_Exercise brief_: Retype, exactly as they appear below, the lines between the line holding "Please mark all" and the line holding "Localize all labels, symbols", both ends included.

_Input material_:

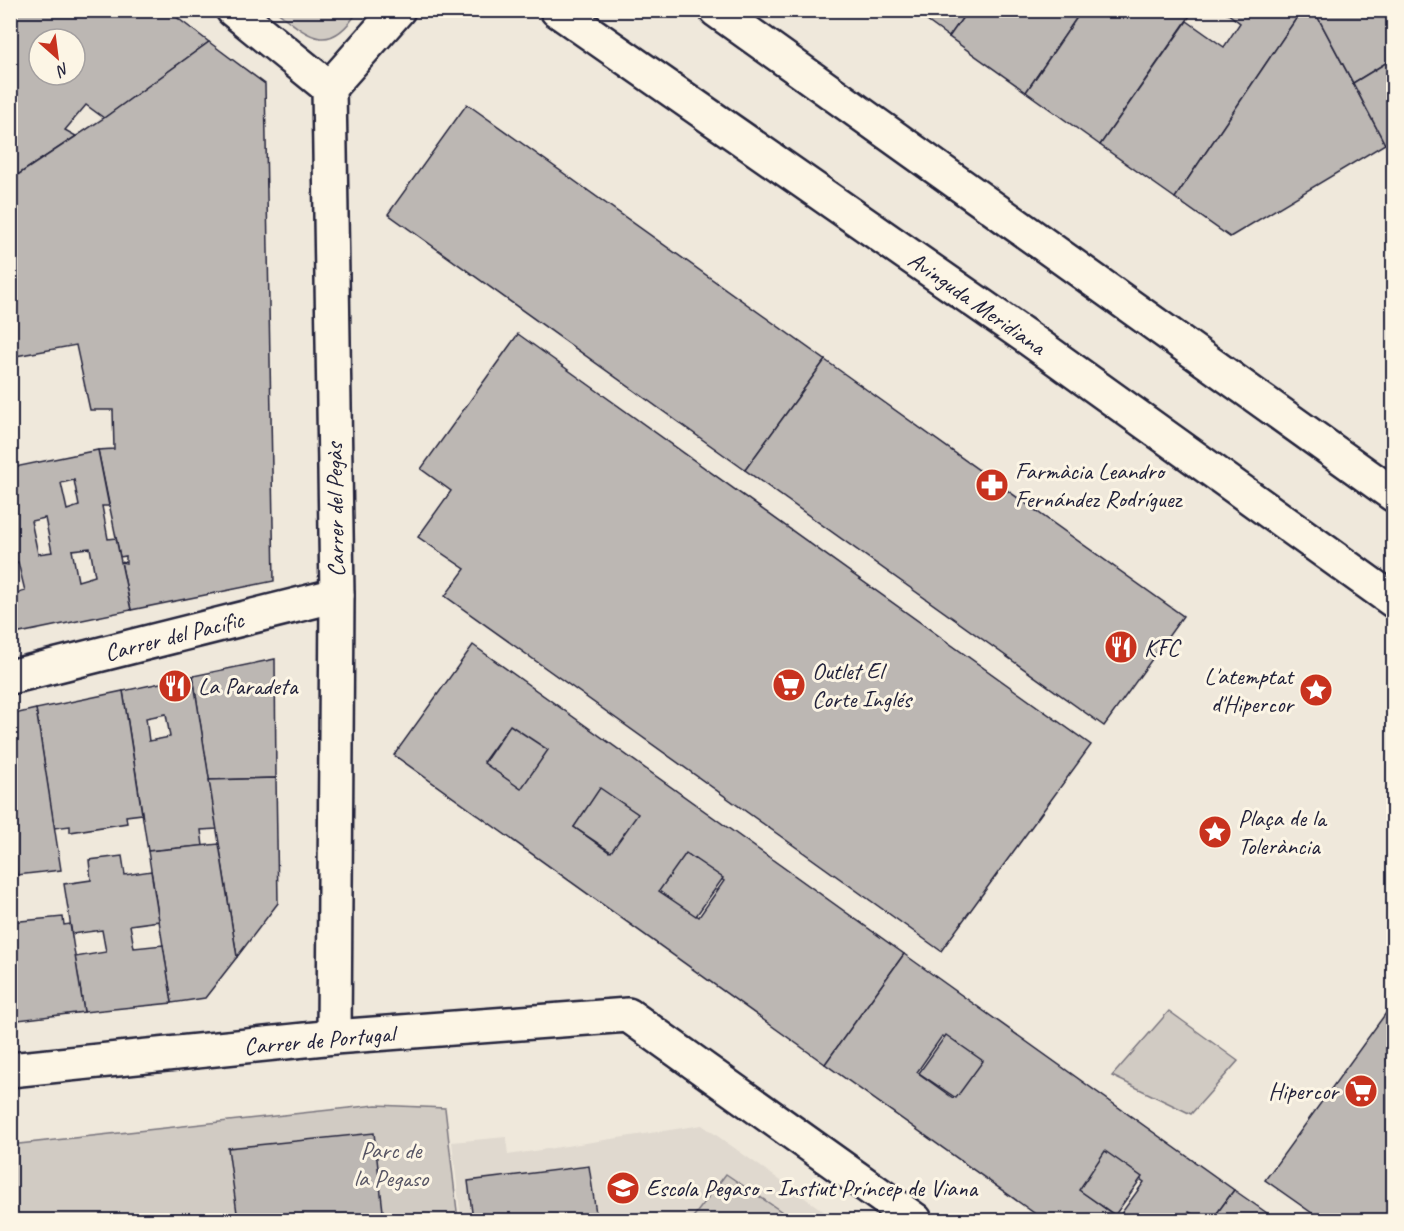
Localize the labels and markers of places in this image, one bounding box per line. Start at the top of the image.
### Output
* * *
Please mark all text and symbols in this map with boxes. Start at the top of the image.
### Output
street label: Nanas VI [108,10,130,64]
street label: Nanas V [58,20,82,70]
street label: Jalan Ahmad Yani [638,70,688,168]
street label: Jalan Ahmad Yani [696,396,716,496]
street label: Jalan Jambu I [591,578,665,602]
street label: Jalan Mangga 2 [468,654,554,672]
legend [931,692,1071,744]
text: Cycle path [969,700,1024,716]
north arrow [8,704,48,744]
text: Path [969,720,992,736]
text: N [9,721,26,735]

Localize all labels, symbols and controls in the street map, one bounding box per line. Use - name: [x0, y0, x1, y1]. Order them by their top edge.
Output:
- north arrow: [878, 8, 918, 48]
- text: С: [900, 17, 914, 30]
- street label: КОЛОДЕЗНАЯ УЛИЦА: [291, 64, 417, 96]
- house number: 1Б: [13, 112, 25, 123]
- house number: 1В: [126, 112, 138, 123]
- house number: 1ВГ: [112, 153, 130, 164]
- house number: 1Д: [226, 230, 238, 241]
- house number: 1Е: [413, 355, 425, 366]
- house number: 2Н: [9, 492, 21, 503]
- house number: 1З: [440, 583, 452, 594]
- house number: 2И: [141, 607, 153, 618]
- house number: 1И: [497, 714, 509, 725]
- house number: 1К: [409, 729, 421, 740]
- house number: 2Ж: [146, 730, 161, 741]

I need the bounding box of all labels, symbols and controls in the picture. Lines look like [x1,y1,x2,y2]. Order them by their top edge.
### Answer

_Your solution_:
Please mark all text and symbols in this map with boxes. Start at the top of the image.
### Output
street label: Nanas VI [108,10,130,64]
street label: Nanas V [58,20,82,70]
street label: Jalan Ahmad Yani [638,70,688,168]
street label: Jalan Ahmad Yani [696,396,716,496]
street label: Jalan Jambu I [591,578,665,602]
street label: Jalan Mangga 2 [468,654,554,672]
legend [931,692,1071,744]
text: Cycle path [969,700,1024,716]
north arrow [8,704,48,744]
text: Path [969,720,992,736]
text: N [9,721,26,735]

Localize all labels, symbols and controls in the street map, one bounding box per line. Use - name: [x0, y0, x1, y1]. Order them by their top edge.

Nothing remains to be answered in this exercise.